Por Maria João Lopes

A Grande Rota da Transumância pretende recriar o percurso que, em tempos, os pastores faziam com os rebanhos em busca das melhores pastagens, subindo e descendo a serra consoante a estação do ano. Com um cajado improvisado na mão, de Valhelhas a Fernão Joanes, tivemos direito a tudo: a música, a comida típica, a ver ordenhar e tosquiar, a ouvir os chocalhos, a uma procissão e até a um bailarico.

José Duarte já só é pastor aos domingos e aos feriados. Hoje, com 60 anos, dedica-se a outros negócios – aluguer de máquinas para trabalhar a terra. Mas o tom de voz até muda quando se põe a recordar os tempos em que, ainda menino, a vida lhe apresentou o ofício pastoril. Tinha uns 13 anos e não queria mais ir à escola. A mãe, de castigo, disse-lhe que ele ia passar o Verão a cuidar das ovelhas. Estava convencida que, ao fim daqueles meses, o filho já não conseguiria ver mais bichos e montes à frente. Enganou-se: “Apaixonei-me por isto. Somos só nós, as ovelhas e o silêncio, até parece que Deus está mais próximo de nós”, conta enquanto sobe a serra, entre Valhelhas e Fernão Joanes, no concelho da Guarda.

Esta é a primeira edição da Grande Rota da Transumância, que tem como objectivo recriar as viagens que os pastores do interior do país faziam, subindo e descendo a serra com os rebanhos, em busca das melhores pastagens. Foi recriada por etapas: em vez de se pedir aos interessados que tirassem uma semana de férias para subir a serra de uma assentada, decidiu-se dividir o percurso em 10 fases que decorrem quase sempre ao fim-de-semana e que podem ser feitas isoladamente (não é necessário participar em todas, nós só participámos na etapa Valhelhas-Fernão Joanes).
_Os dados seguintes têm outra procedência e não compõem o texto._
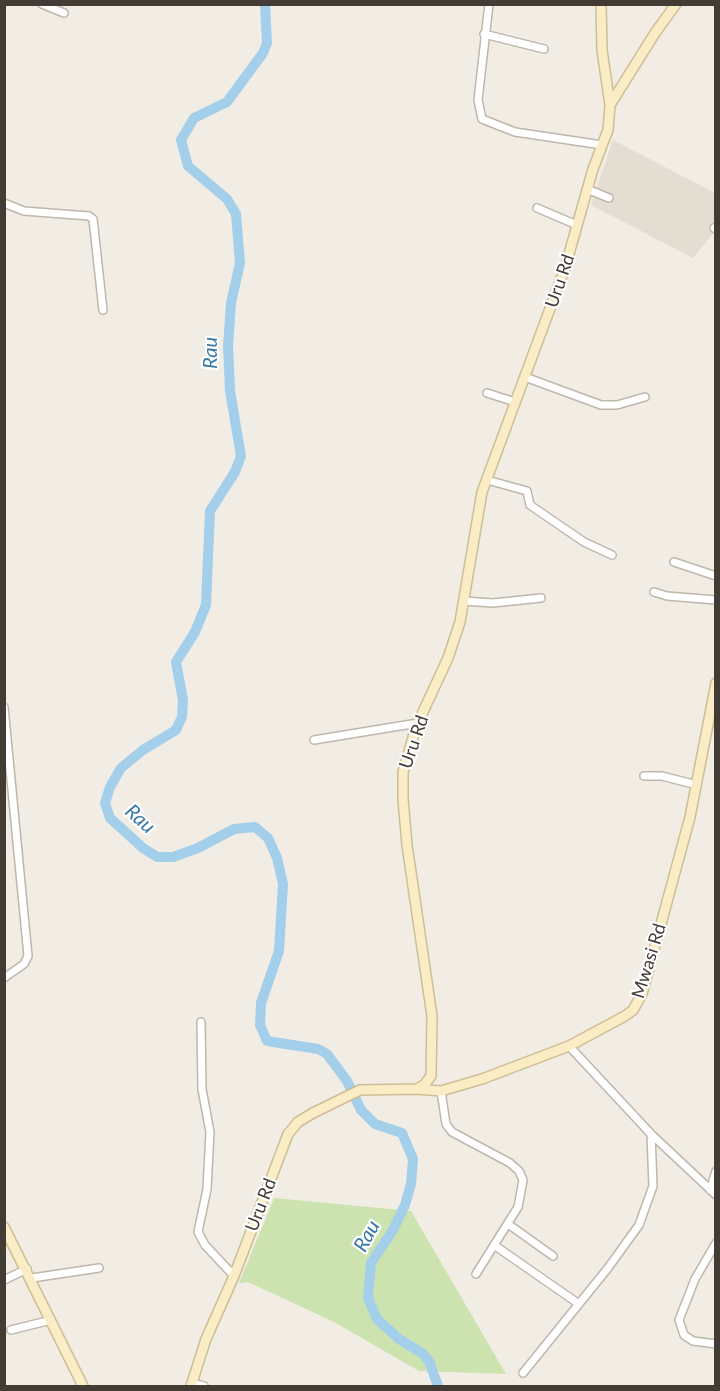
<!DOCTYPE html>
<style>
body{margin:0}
#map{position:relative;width:720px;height:1391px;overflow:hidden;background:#f1ece4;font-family:Lato,sans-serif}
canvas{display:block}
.frame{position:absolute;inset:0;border:6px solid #423c34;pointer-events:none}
</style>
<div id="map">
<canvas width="720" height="1391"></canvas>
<div class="frame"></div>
</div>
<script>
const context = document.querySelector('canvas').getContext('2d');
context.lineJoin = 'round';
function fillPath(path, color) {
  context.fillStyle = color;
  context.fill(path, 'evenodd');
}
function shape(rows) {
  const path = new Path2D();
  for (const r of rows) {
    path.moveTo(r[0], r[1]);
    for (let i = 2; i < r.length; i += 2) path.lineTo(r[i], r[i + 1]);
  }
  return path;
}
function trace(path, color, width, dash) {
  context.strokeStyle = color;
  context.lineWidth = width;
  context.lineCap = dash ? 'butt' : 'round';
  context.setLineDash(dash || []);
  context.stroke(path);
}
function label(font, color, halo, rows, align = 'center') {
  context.font = font + ' Lato,sans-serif';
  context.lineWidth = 4.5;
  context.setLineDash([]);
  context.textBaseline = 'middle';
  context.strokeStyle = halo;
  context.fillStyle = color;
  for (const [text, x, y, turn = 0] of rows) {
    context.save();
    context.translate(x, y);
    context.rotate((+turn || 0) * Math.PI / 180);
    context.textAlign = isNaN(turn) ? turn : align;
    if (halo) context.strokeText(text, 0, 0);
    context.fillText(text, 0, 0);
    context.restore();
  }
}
fillPath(shape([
 [613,140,715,193,715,231,693,258,591,205]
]), '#e4ded2');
fillPath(shape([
 [274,1198,411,1211,506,1374,419,1371,334,1322,248,1282,239,1283]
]), '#cce3af');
trace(shape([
 [265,4,267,43,263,53,227,102,194,118,181,140,188,166,227,199,236,214,240,263,231,303,228,346,230,391,241,456,235,472,210,511,206,605,195,632,176,662,183,700,182,717,176,730,143,750,121,768,110,787,105,803,110,818,143,848,157,857,173,857,198,848,234,829,255,827,268,838,277,858,283,884,279,951,261,1003,260,1025,267,1041,318,1049,327,1054,347,1081,361,1110,375,1124,402,1133,413,1159,411,1184,405,1205,393,1230,371,1263,368,1298,377,1319,399,1339,422,1353,429,1361,438,1386]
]), '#a3cfea', 10);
const street = shape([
 [42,4,64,13],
 [489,4,478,100,482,119,515,132,602,145],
 [484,34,544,49],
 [587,189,609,198],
 [4,203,24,211,89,216,93,219,103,310],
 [537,208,577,225],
 [714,228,716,229],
 [525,377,601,405,617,405,645,397],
 [487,393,515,402],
 [487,480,527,491,530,505,584,542,612,555],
 [674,562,716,576],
 [654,592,667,596,716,600],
 [463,601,493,603,541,598],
 [4,707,28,956,24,964,4,978],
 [314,740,418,723],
 [644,776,662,776,697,785],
 [201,1022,202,1089,210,1132,207,1189,198,1232,205,1245,234,1276],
 [569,1046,651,1134,716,1195],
 [441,1091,446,1124,452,1132,510,1163,519,1171,523,1180,518,1207,476,1274],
 [710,1190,716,1171],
 [508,1224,553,1256],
 [716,1243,695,1279,679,1320,684,1335,693,1341,716,1344],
 [494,1245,579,1304],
 [32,1278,99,1268],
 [4,1280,27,1269],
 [11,1330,51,1320],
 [523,1373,608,1268,639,1225,653,1186,651,1134],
 [192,1383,204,1386]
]);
const secondary = shape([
 [610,105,655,33,676,4],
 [417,1089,441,1091,482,1079,569,1046,625,1016,633,1010,642,994,690,817,716,683],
 [4,1227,83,1386],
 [191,1386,206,1339,234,1276,288,1134,298,1122,313,1113,360,1090,417,1089,424,1085,431,1076,432,1016,407,845,403,799,403,772,416,727,448,658,460,622,482,492,565,268,593,169,608,130,610,105,602,50,601,4]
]);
trace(street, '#beb7aa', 10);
trace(secondary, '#cebe96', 12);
trace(street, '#fff', 7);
trace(secondary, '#faecc4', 9);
label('18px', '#423c34', '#fff', [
 ["Uru Rd",560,281,-71],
 ["Uru Rd",414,742,-71],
 ["Mwasi Rd",649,961,-73],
 ["Uru Rd",261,1205,-69]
]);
label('italic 20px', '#3679a6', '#fff', [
 ["Rau",211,353,-90],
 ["Rau",140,819,42],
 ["Rau",367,1236,-61]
]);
</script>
Ao todo são 10 viagens, que precisam de 100 mil passos para serem feitas, ao longo de cerca de 100 quilómetros, com 2013 ovelhas oriundas de 12 rebanhos locais.

A primeira fase da rota, que aconteceu então faseadamente de 1 a 19 de Maio, recriou a subida às terras altas; a segunda fase acontecerá em Setembro e consistirá no percurso ao contrário, a descida da serra, como em tempos antigos: no Verão os pastores subiam à serra da Estrela; quando vinha o frio, desciam às planícies.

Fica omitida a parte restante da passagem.